Speculation about a break-up or buyout of Fletcher Building has re-emerged with investment banks said to be working on pitches on the other side of the Tasman, according to an Australian media report.

The Australian Financial Review’s ‘Street Talk’ column on Tuesday reported that at least three investment banks are seeking a buyer for Auckland-based Fletcher after the shares sank 21 per cent, wiping $1.52 billion from the value of the country’s biggest building firm.

This came after unexpectedly weak earnings from its construction division followed by an earnings downgrade.

Fletcher shares were recently at $8.02, valuing the company at $5.59 billion, a discount to Citi research cited by the AFR that puts an equity value of $7.55 billion, or $10.98 a share, on the building firm.

Rickey Ward, NZ equity manager at JB Were in Auckland, said no-one ever knows whether such speculative reports have any substance, but the share price fall and projected valuations made it more attractive for investment banks to pitch what would be a major deal.

Fletcher shares started dropping in late February when the company’s construction division unexpectedly posted weak first half earnings over some problematic projects.

The stock took a second dive less than a month later when Fletcher cut its annual earnings guidance, largely because of issues with complex major building projects.

JB Were’s Mr Ward said the construction division had, like its rivals, been caught out by a rapid increase in labour costs which led to the downgrades.

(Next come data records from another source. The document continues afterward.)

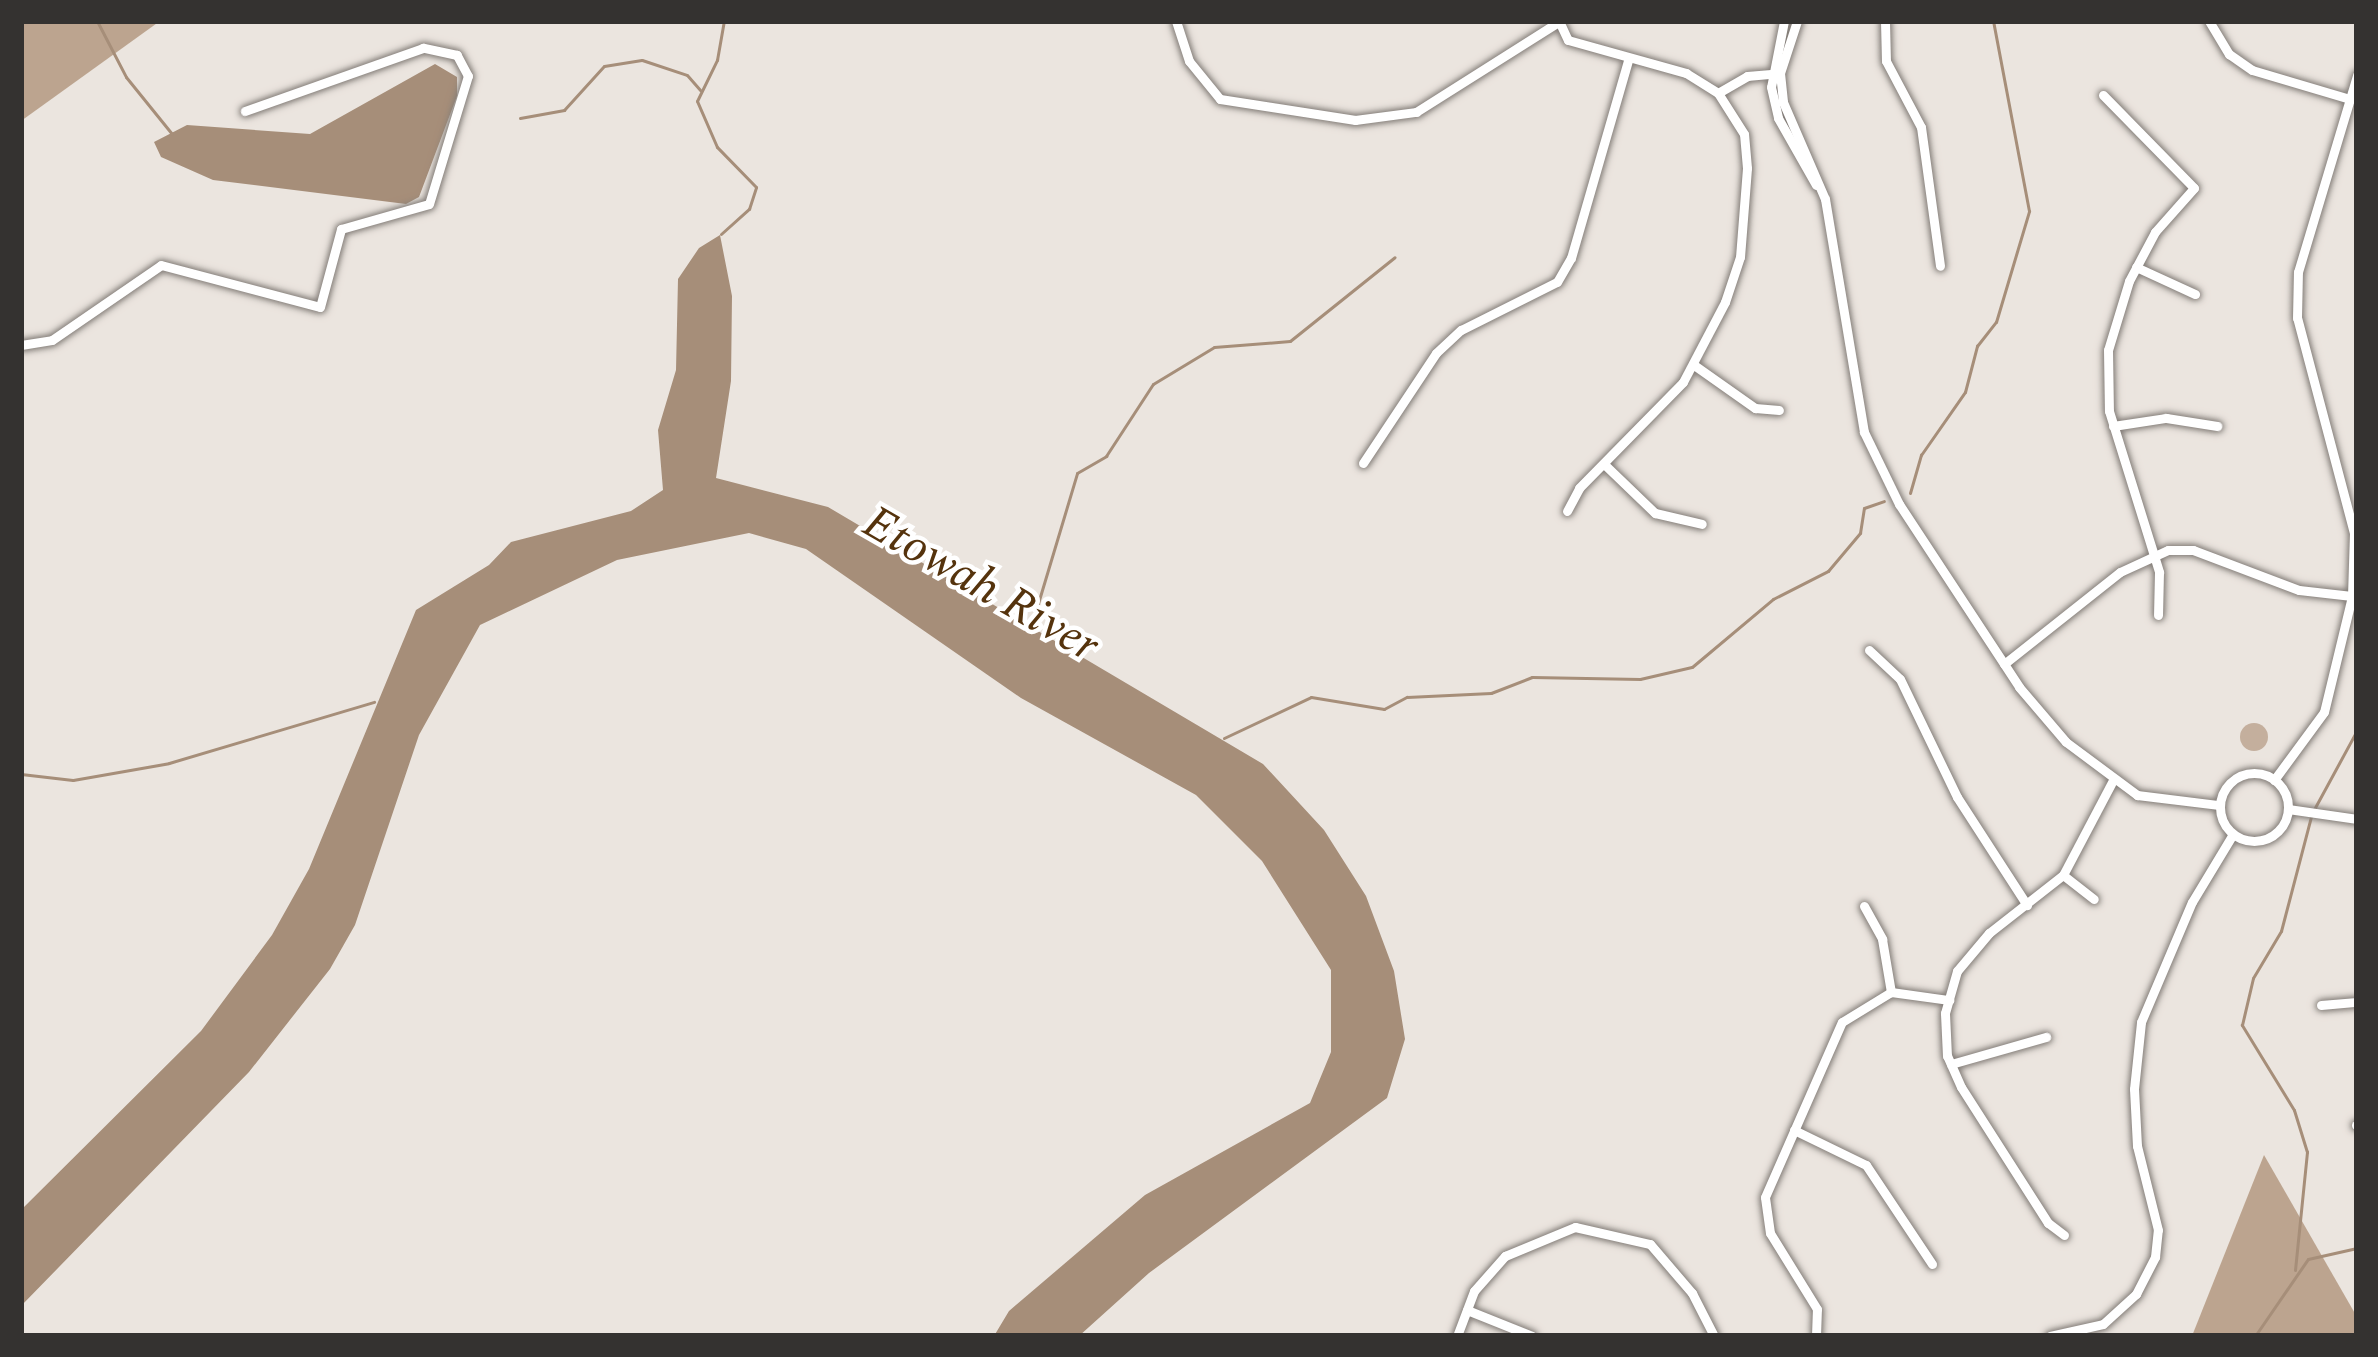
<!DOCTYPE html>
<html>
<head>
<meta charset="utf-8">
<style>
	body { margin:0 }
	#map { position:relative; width:2378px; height:1357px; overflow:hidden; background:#ebe5df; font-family:Spectral,serif }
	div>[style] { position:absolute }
	.green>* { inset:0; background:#c4af9d }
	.round { border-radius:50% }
	.forest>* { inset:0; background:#bca48f }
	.water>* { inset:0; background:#a68e79 }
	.stream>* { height:3px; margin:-1.5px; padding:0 1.5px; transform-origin:1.5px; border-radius:1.5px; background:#a68e79 }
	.roads { filter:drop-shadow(0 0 3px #837d78) drop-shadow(0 0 3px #837d78) }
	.minor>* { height:9px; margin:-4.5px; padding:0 4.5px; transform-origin:4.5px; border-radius:4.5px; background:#fff }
	.minor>.ring { margin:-4.5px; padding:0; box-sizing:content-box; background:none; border:9px solid #fff; border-radius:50% }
	span { translate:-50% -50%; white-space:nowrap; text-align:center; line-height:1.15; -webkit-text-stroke:9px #fff; paint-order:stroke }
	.water-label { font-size:48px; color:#55330d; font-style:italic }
	.frame { position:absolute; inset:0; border:24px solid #343230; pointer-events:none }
</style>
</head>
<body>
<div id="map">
	<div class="green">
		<div class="round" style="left:2240px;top:723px;width:28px;height:28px"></div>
	</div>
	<div class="forest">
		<div style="clip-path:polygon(21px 21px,160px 21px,21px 121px)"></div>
		<div style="clip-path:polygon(2264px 1155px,2357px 1317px,2357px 1336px,2192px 1336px)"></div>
	</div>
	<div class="water">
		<div style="clip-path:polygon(435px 64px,457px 77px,457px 96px,419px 197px,406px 204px,213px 180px,161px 157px,154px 142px,187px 125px,310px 134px)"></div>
		<div style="clip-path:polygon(720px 235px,732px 296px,731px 381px,716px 478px,828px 507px,1263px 764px,1324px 830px,1366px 896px,1394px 971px,1405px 1039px,1387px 1098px,1149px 1273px,1079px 1336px,994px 1336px,1009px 1311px,1145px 1195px,1310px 1103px,1331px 1052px,1331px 970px,1262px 861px,1196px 795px,1021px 698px,806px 549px,749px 533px,617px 560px,480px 625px,419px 735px,355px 925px,330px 969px,249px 1072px,21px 1306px,21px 1210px,201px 1031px,272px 935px,309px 869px,416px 610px,489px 565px,511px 542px,631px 511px,663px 490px,658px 430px,676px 370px,678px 279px,699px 248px)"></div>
	</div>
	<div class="stream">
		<div style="left:97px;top:21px;width:63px;rotate:62.6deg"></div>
		<div style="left:126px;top:77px;width:73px;rotate:51.1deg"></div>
		<div style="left:520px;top:118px;width:45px;rotate:-10.3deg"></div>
		<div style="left:564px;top:110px;width:59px;rotate:-47.7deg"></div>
		<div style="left:604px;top:66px;width:38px;rotate:-9deg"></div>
		<div style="left:642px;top:60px;width:47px;rotate:18.4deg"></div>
		<div style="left:687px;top:75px;width:20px;rotate:49deg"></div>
		<div style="left:721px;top:234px;width:38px;rotate:-42deg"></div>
		<div style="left:749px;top:209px;width:23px;rotate:-72deg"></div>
		<div style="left:756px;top:187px;width:56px;rotate:-134.3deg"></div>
		<div style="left:717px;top:147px;width:50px;rotate:-113.5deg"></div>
		<div style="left:697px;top:101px;width:46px;rotate:-64deg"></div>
		<div style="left:717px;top:60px;width:40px;rotate:-80deg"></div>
		<div style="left:1910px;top:493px;width:40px;rotate:-74deg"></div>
		<div style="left:1921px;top:455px;width:77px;rotate:-55.1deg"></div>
		<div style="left:1965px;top:392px;width:48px;rotate:-75.4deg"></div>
		<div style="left:1977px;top:346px;width:31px;rotate:-52deg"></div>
		<div style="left:1996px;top:322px;width:116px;rotate:-73.4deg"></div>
		<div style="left:2029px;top:211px;width:193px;rotate:-100.7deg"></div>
		<div style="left:1030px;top:630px;width:164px;rotate:-73.3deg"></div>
		<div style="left:1077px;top:473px;width:34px;rotate:-30deg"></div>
		<div style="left:1106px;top:456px;width:86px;rotate:-56.9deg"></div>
		<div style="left:1153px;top:384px;width:71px;rotate:-31.2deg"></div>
		<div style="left:1214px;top:347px;width:76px;rotate:-4.5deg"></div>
		<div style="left:1290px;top:341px;width:134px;rotate:-38.7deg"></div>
		<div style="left:1224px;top:738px;width:96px;rotate:-25.2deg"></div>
		<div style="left:1311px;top:697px;width:74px;rotate:9.3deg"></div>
		<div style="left:1384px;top:709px;width:26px;rotate:-28deg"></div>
		<div style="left:1407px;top:697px;width:84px;rotate:-2.7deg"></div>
		<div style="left:1491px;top:693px;width:44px;rotate:-21.3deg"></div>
		<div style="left:1532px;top:677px;width:108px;rotate:1.1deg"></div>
		<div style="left:1640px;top:679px;width:53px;rotate:-13deg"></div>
		<div style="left:1692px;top:667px;width:106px;rotate:-40deg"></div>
		<div style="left:1773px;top:599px;width:62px;rotate:-27deg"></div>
		<div style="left:1828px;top:571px;width:50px;rotate:-49.9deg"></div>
		<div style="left:1860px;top:533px;width:25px;rotate:-81deg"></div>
		<div style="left:1864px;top:508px;width:21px;rotate:-19deg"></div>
		<div style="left:21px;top:774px;width:52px;rotate:6.6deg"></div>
		<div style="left:73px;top:780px;width:97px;rotate:-10deg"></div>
		<div style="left:169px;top:763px;width:214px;rotate:-16.6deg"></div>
		<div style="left:2295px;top:1270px;width:119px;rotate:-84.2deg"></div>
		<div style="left:2307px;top:1152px;width:44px;rotate:-107.2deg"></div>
		<div style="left:2294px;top:1110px;width:100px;rotate:-121.5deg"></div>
		<div style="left:2242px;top:1025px;width:48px;rotate:-76.8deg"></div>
		<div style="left:2253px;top:978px;width:55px;rotate:-59.2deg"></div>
		<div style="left:2281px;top:931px;width:122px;rotate:-75.3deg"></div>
		<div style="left:2312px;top:813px;width:94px;rotate:-61.5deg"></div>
		<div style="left:2255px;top:1336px;width:93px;rotate:-55.5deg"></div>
		<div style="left:2308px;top:1259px;width:50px;rotate:-12.7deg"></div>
	</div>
	<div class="roads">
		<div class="minor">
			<div style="left:1176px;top:21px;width:42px;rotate:72deg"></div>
			<div style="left:1189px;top:61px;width:49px;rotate:50.8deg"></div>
			<div style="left:1220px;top:99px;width:137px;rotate:8.8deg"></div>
			<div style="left:1355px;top:120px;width:62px;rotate:-7.5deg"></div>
			<div style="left:1416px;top:112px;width:170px;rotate:-32.3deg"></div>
			<div style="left:1559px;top:21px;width:21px;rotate:65deg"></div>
			<div style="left:1568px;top:40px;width:123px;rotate:15.6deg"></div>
			<div style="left:1686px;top:73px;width:38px;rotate:32deg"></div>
			<div style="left:1718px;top:93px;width:34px;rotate:-30deg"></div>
			<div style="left:1747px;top:76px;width:33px;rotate:-5deg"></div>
			<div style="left:1784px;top:21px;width:67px;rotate:101.1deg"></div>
			<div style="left:1771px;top:87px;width:32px;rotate:77deg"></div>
			<div style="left:1778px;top:118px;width:77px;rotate:60.4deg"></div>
			<div style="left:1797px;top:21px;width:55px;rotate:108.1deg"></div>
			<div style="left:1780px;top:73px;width:29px;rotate:84deg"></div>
			<div style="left:1783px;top:102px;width:106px;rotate:66.6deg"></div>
			<div style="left:1825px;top:199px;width:236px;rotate:80.5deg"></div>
			<div style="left:1864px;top:432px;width:80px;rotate:64.1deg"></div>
			<div style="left:1899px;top:504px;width:219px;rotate:56.7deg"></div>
			<div style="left:2019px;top:687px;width:72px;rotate:49.5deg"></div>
			<div style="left:2066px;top:742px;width:89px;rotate:36.7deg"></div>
			<div style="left:2137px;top:795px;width:83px;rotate:7deg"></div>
			<div style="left:1885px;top:21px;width:40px;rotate:88.6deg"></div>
			<div style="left:1886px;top:61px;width:75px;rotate:62.1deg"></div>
			<div style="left:1921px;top:127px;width:140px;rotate:82.2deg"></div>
			<div style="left:2209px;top:21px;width:39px;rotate:59deg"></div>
			<div style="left:2229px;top:54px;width:28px;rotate:35deg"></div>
			<div style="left:2252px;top:70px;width:102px;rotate:16.5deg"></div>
			<div style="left:2103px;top:95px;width:130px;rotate:45.6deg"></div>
			<div style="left:2194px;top:188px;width:59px;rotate:131.6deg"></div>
			<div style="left:2155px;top:232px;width:55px;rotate:118deg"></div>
			<div style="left:2129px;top:281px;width:72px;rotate:106.9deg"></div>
			<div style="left:2108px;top:350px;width:61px;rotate:89.1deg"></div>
			<div style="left:2109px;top:411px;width:169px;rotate:72.7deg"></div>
			<div style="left:2159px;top:572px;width:43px;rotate:91.3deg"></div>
			<div style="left:2136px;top:267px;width:65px;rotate:24.6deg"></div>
			<div style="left:21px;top:345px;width:31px;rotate:-9deg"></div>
			<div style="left:52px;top:340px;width:132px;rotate:-34.5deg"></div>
			<div style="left:161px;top:265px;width:164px;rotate:14.8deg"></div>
			<div style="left:320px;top:307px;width:81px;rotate:-74.9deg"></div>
			<div style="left:341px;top:229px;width:91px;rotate:-15.9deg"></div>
			<div style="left:429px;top:204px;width:134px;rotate:-73.1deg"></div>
			<div style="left:468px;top:76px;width:24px;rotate:-118deg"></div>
			<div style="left:457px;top:55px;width:35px;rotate:-168deg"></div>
			<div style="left:423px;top:48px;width:189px;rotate:160.5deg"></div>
			<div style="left:1694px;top:365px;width:75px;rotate:35.2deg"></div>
			<div style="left:1755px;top:408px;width:24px;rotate:5deg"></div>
			<div style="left:2113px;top:426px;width:54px;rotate:-8.6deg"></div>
			<div style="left:2166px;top:418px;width:52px;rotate:8.9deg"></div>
			<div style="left:1363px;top:463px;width:132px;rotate:-56.4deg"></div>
			<div style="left:1436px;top:353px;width:34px;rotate:-43deg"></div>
			<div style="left:1461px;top:330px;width:107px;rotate:-26.6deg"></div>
			<div style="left:1557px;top:282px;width:28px;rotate:-60deg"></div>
			<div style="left:1571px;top:258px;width:206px;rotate:-73.9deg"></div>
			<div style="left:1604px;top:464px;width:71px;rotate:43.9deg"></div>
			<div style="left:1655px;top:513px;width:48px;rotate:13.2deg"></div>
			<div style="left:1567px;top:511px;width:26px;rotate:-62deg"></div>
			<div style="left:1579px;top:488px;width:148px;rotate:-45.5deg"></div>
			<div style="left:1683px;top:382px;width:90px;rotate:-62.3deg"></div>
			<div style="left:1725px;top:302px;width:47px;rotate:-71.6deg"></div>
			<div style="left:1740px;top:257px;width:89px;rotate:-85.5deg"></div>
			<div style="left:1747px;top:168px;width:34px;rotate:-95deg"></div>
			<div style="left:1744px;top:134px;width:49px;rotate:-122.4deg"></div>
			<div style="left:1869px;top:650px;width:42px;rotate:43.1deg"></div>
			<div style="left:1900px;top:679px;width:131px;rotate:64.2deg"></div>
			<div style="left:1957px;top:797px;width:129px;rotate:57.1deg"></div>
			<div style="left:2004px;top:664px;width:148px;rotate:-38.4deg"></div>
			<div style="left:2120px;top:572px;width:53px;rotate:-24.6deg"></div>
			<div style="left:2168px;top:550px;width:25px"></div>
			<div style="left:2193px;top:550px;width:113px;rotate:20.7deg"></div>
			<div style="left:2299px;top:590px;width:53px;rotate:6.5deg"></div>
			<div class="ring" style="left:2220px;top:773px;width:59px;height:59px"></div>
			<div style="left:2274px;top:780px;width:84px;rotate:-53.7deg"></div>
			<div style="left:2324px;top:712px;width:119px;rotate:-76.4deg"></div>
			<div style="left:2352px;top:596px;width:63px;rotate:-88.2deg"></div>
			<div style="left:2354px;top:533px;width:222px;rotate:-104.8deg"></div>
			<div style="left:2297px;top:318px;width:46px;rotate:-88.8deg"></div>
			<div style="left:2298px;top:272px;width:206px;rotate:-73.3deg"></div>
			<div style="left:2288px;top:809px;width:70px;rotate:8.2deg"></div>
			<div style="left:2063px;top:875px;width:39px;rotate:38deg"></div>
			<div style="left:1864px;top:906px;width:38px;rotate:61deg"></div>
			<div style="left:1882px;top:939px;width:54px;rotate:80.4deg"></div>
			<div style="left:2321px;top:1005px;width:36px;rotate:-5deg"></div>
			<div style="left:1951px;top:1064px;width:99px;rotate:-15.9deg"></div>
			<div style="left:2356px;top:1125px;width:1px"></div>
			<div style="left:1794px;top:1130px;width:80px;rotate:25.9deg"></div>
			<div style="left:1866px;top:1165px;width:119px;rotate:56.3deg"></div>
			<div style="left:2064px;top:1235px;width:20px;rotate:-143deg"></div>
			<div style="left:2048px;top:1223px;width:161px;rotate:-122.6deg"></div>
			<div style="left:1961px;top:1087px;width:34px;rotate:-114deg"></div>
			<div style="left:1947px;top:1056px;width:43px;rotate:-92.7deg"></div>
			<div style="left:1945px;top:1013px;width:44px;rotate:-74.1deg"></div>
			<div style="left:1957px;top:971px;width:50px;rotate:-49.9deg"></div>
			<div style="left:1989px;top:933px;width:94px;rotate:-38.1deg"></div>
			<div style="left:2063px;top:875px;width:105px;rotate:-62.2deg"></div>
			<div style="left:1467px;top:1310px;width:70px;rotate:21.8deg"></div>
			<div style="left:1457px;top:1336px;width:48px;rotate:-69.3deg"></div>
			<div style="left:1474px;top:1291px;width:47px;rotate:-48.5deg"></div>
			<div style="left:1505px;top:1256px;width:76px;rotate:-22.5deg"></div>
			<div style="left:1575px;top:1227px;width:77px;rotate:12.8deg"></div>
			<div style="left:1650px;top:1244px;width:65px;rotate:49.4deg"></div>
			<div style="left:1692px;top:1293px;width:48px;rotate:62.9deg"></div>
			<div style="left:1816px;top:1336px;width:27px;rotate:-88deg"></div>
			<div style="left:1817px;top:1309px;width:89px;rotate:-121.7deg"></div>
			<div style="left:1770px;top:1233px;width:36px;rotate:-98deg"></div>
			<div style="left:1765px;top:1197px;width:191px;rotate:-66.3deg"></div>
			<div style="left:1842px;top:1022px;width:57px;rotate:-31.5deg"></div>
			<div style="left:1891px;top:992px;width:59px;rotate:7.9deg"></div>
			<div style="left:2050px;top:1336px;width:54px;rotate:-12.8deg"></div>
			<div style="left:2103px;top:1324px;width:45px;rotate:-42.3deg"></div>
			<div style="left:2136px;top:1294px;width:42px;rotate:-62.8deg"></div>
			<div style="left:2155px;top:1257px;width:27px;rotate:-84deg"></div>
			<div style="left:2158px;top:1230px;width:87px;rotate:-104deg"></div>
			<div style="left:2137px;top:1146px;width:57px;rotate:-93deg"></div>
			<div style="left:2134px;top:1089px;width:67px;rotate:-84deg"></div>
			<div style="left:2141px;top:1022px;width:130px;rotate:-67deg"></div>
			<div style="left:2192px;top:902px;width:79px;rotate:-58.9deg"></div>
		</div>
	</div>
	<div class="water-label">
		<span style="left:981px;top:584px;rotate:30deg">Etowah River</span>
	</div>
	<div class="frame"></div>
</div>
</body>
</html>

However, it didn’t pass on large benefits to Fletcher’s other units and has become a headache for the company, generating just 10 per cent of earnings on 20 per cent of the revenue.

The Citi research values the construction division at $341 million on an earnings multiple of just four times, less than half the 8.1 times multiple running across the entire group.

Fletcher has set up its divisions to be stand-alone businesses. Its only substantial shareholder is US-based fund manager BlackRock, with a 6 per cent stake. The company has 37,630 shareholders, of which the top 100 own 84 per cent.